*Exercise prompt*. Among the entries, which lines carry the string "lineWidth"? Copy each of them.

-------- Dataset content

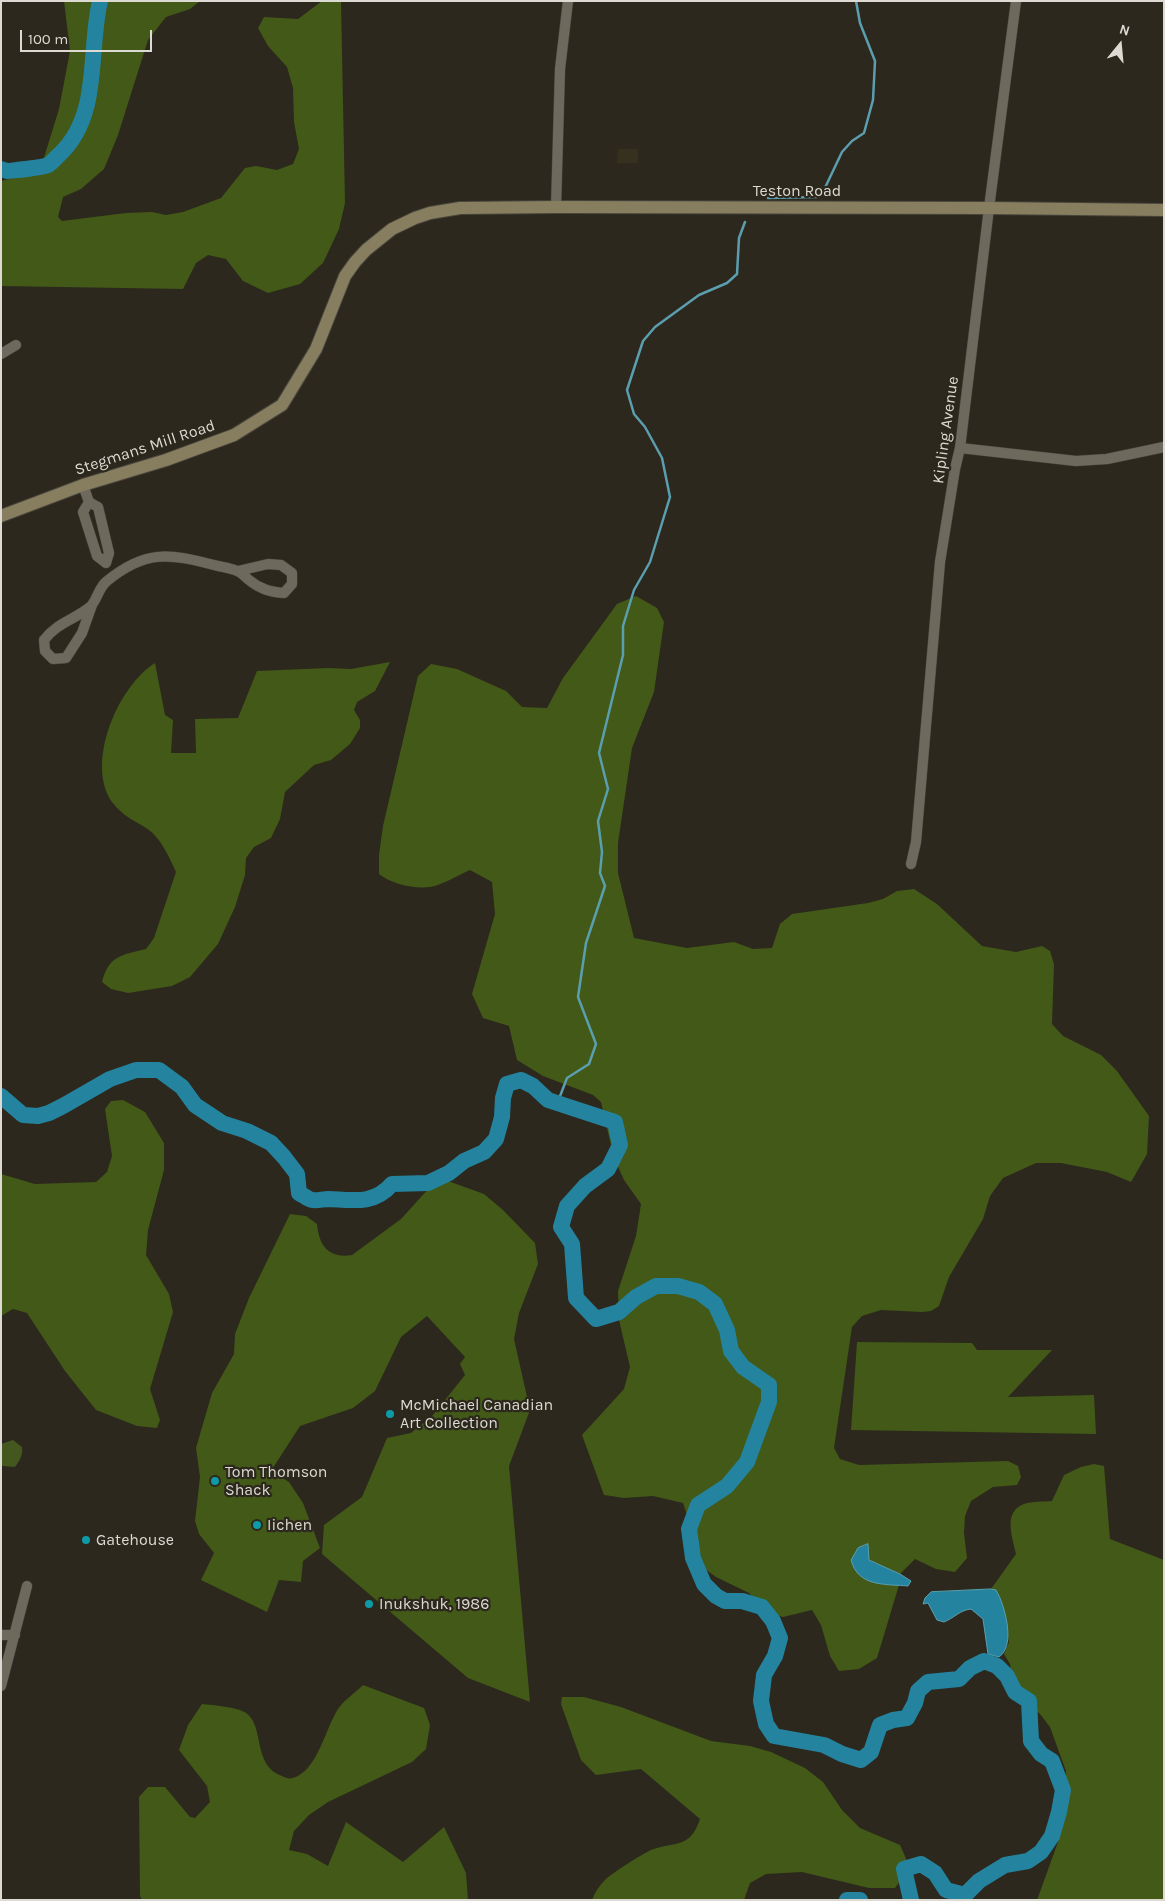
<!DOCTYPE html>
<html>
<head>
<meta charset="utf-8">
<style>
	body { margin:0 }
	#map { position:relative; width:1165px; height:1901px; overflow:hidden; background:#2c281d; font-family:Karla,sans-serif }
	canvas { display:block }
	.frame { position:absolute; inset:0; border:2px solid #dcdad2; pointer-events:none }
	.north { position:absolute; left:1095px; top:20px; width:50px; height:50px; -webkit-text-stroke:4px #2c281d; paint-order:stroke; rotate:17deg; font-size:14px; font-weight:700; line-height:20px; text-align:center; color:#dcdad2 }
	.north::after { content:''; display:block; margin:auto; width:18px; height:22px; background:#dcdad2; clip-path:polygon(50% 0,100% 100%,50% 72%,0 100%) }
	.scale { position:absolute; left:20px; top:30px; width:132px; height:22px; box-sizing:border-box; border:2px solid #dcdad2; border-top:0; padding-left:6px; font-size:15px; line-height:18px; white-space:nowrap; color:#dcdad2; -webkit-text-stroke:4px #2c281d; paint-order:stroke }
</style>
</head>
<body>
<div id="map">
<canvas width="1165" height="1901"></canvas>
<div class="frame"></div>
<div class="north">N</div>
<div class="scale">100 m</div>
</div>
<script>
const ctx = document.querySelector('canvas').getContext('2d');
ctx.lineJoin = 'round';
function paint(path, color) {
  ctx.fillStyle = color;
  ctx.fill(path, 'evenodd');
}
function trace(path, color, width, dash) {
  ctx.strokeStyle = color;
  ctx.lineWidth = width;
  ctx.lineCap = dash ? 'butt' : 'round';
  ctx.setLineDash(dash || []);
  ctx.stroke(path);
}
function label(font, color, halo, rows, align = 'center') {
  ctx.font = font + ' Karla,sans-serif';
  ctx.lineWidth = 4.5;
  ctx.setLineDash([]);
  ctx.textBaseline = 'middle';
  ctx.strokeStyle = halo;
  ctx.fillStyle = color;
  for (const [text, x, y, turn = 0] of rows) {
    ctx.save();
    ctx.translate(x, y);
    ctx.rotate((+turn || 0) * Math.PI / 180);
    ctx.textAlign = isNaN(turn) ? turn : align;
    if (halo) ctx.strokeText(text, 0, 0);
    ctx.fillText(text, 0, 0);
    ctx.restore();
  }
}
const built = new Path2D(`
	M618,149H638V163H617Z`);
const green = new Path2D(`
	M13,1440L22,1447C23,1455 20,1460 15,1467L3,1466L1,1465V1444Z`);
const forest = new Path2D(`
	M64,1H200L190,9L166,17L148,40L118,135L104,169L81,189L63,197L58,217L62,221L126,213L152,212L166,215L183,212L221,198L245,168L256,166L277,170L293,164L299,149L294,122L293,88L287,67L268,46L258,28L264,17L298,19L322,1H341L345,203L339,229L323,263L300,284L268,293L243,281L226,259L208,255L196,263L183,289L1,286V181L21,176L42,164L59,109L70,51Z
	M636,596L657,608L664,622L654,692L632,748L618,843V873L634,938L687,948L734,942L753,949L772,948L780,924L792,914L868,903L883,899L897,891L914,889L937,904L982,946L1016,952L1042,946L1050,951L1054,964L1052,1024L1063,1036L1101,1055L1117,1071L1149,1116L1147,1154L1131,1182L1107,1172L1061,1163H1036L1003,1178L990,1196L983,1219L949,1277L939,1306L931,1311L922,1312L881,1310L862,1316L852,1327L834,1448L840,1459L859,1465L1008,1461L1018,1466L1021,1477L1017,1485L993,1487L971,1501L965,1516L964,1533L967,1558L955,1572L936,1569L915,1559L900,1574L869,1560L858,1549L883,1585H899L877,1658L859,1669L839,1671L830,1656L821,1625L812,1610L783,1617L768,1613L749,1593L716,1577L705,1569L683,1503L653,1496L624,1498L604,1495L582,1435L624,1389L630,1367L619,1320L618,1291L636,1236L641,1204L624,1180L614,1158L601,1102L593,1095L543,1076L517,1060L509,1026L483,1018L472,994L495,914L492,882L470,870C459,875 442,885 430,887C413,889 392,884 379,874V855L383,826L418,676L431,664L457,669L506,691L522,707L547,708L563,678L617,604Z
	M390,662L375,691L357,702L354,710L360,720V728L350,744L331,760L314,765L285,792L280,819L271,838L254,847L246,858L245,875L235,907L218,944L190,977L172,986L128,993L111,989L102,982C109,955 122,955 146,949L154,938L176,872C169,857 162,840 149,830C136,821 122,816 112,802C85,763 118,686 155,663L165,715L173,720L171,753H196L195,719L238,718L257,671L328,668L351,669Z
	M123,1100L145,1112L164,1143V1170L148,1230L146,1255L169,1294L173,1312L150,1389L160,1420L157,1428L137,1426L96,1410L65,1371L27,1313L13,1309L1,1316V1174L35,1184L96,1182L107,1172L112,1156L105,1109L111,1101Z
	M439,1180L448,1181L484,1194L503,1210L535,1243L538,1264L519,1313L514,1339L530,1410L509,1466L530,1702L468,1678L322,1554L324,1525L362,1497L387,1438L411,1433L433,1415L465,1375L460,1364L465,1357L427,1316L401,1337L375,1391L353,1408L300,1426L271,1471L289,1482L303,1503L320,1548L303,1561L301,1582L279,1580L267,1612L201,1580L214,1553L199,1534L195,1521L200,1477L196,1448L212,1393L234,1354L235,1334L249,1298L290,1214L306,1216L317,1224C319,1245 328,1259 352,1255L401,1219L431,1186Z
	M857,1342L972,1343L977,1350H1052L1008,1397L1094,1395L1096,1434L851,1430Z
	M1094,1464L1104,1466L1110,1539L1164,1560V1900H1037L1058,1842L1064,1808L1066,1771L1050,1727L1040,1714L1014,1692L1010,1664L1004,1654L1009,1642L996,1590L991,1589L1016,1554C1013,1538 1002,1512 1024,1504C1032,1501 1044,1502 1052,1501L1064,1475L1081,1467Z
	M363,1685L424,1708L430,1725L426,1749L412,1762L328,1802L309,1815L294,1831L289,1850L307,1854L328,1866L346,1822L403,1862L444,1827L466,1873L468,1900H142L140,1896L139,1797L148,1787H165L190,1817L195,1818L210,1802L207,1786L179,1750L188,1725L202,1704C212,1705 238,1707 246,1713C265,1726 252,1766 282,1776C286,1778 289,1779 293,1778C318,1770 325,1729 338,1709C344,1700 355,1693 363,1685Z
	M562,1697H584L621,1707L711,1741L750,1746L771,1752L805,1768L823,1782L842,1810L860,1828L900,1845C911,1869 911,1867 895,1888H869L802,1872L766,1874L750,1883L744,1900H592C595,1892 599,1886 605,1880C612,1873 642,1854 651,1850C676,1841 690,1849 700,1819L641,1769L596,1775L581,1760L561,1704Z`);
const water = new Path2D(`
	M868,1544L869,1560L900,1574L911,1581L908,1586C885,1584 858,1587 851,1560L858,1548Z
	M991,1589L996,1590C1005,1605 1016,1646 999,1657L988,1654L983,1619L971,1609C960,1610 954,1618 944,1622L937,1620L928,1603L923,1604L925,1598L931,1592Z`);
const stream = new Path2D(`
	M768,198L817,197L823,192L842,152L852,141L864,133L873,100L875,61L860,23L856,1
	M557,1104L567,1078L589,1064L596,1044L578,997L586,943L605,886L600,873L602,852L598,821L608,789L599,753L623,655V626L634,590L650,562L670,497L662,458L645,427L634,414L627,390L643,341L655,327L699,295L727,283L737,274L739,238L745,222`);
const river = new Path2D(`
	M1,169L7,171C16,170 42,168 48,165C52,163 56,157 60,154C101,115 88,52 100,1
	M1,1096L23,1115L38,1116L49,1113L63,1106L110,1079L136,1070H159L182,1087L195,1105L222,1123L247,1131L271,1143L284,1157L297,1174L299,1193C303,1195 308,1199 312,1200C317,1201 323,1199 328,1199C353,1200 374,1205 392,1184L428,1183L449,1173L464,1161L484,1152L496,1139L502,1117L503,1098L507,1084L521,1080L533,1086L548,1100L615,1122L620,1145L608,1169L585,1186L567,1206L561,1227L572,1244L576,1298L596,1319L619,1312L636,1297L656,1286H678L699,1292L715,1304L727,1330L731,1351L743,1367L769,1385V1402L747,1462L727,1486L698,1505L689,1529L693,1558L704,1584L716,1596L725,1601H742L762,1607L773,1621L780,1638L775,1656L764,1675L761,1701L766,1724L774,1736L824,1745L842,1754L861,1760L871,1752L880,1725L893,1720L907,1718L915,1703L918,1691L928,1682L959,1679L970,1668L984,1661L997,1666L1007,1676L1015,1692L1029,1701L1031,1741L1041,1754L1052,1761L1063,1790L1059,1812L1052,1836L1041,1852L1028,1861L1005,1865L979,1881L965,1895L946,1890L935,1873L921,1864L904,1869L911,1900
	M847,1900H860`);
const street = new Path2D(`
	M556,207L560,69L568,1
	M1,354L16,345
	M960,448L1076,461L1107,459L1164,447
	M83,485L89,502L98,507L109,553L106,563L97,556L83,512L89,502
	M92,605L82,633L66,658L53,659L45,651L44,640C58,622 74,620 90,607C97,601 98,588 107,581C145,550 169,553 214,565C221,567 230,568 237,571C241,572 245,577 249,580C260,589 270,592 284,593L292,584V573L281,565L268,564L238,571
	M911,864L916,842L940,562L955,469L960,448L989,208L1016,1
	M1,1635H15
	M1,1686L27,1586`);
const secondary = new Path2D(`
	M1,516L83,485L166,460L234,435L282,405L316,349L345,276L355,262L366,250L392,229L415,218L430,213L460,208L556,207L989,208L1164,210`);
const markers = [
	[390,1414,5,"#0f9aa8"],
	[215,1481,5,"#0f9aa8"],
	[257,1525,5,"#0f9aa8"],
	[86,1540,5,"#0f9aa8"],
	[369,1604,5,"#0f9aa8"]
];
const streetNames = [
	["Teston Road",797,191],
	["Kipling Avenue",946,430,-82],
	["Stegmans Mill Road",145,448,-18]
];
const poiNames = [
	["McMichael Canadian",400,1405],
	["Art Collection",400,1423],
	["Tom Thomson",225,1472],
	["Shack",225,1490],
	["Iichen",267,1525],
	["Gatehouse",96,1540],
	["Inukshuk, 1986",379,1604]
];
paint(built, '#36301f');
paint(green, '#43571f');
paint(forest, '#425917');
paint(water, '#2484a0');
trace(water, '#5b9eaf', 1);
trace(stream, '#5b9eaf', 2.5);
trace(river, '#2484a0', 16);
trace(street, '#49453c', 11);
trace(secondary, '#49453c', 14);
trace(street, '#6e695d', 10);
trace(secondary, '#877d5f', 12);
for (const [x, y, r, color] of markers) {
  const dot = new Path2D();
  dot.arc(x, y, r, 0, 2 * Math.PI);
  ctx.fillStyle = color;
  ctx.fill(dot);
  trace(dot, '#2c281d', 2);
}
label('16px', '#dcdad2', '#2c281d', streetNames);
label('16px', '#dcdad2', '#2c281d', poiNames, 'left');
</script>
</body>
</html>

----------------

*Finished task*.
  ctx.lineWidth = width;
  ctx.lineWidth = 4.5;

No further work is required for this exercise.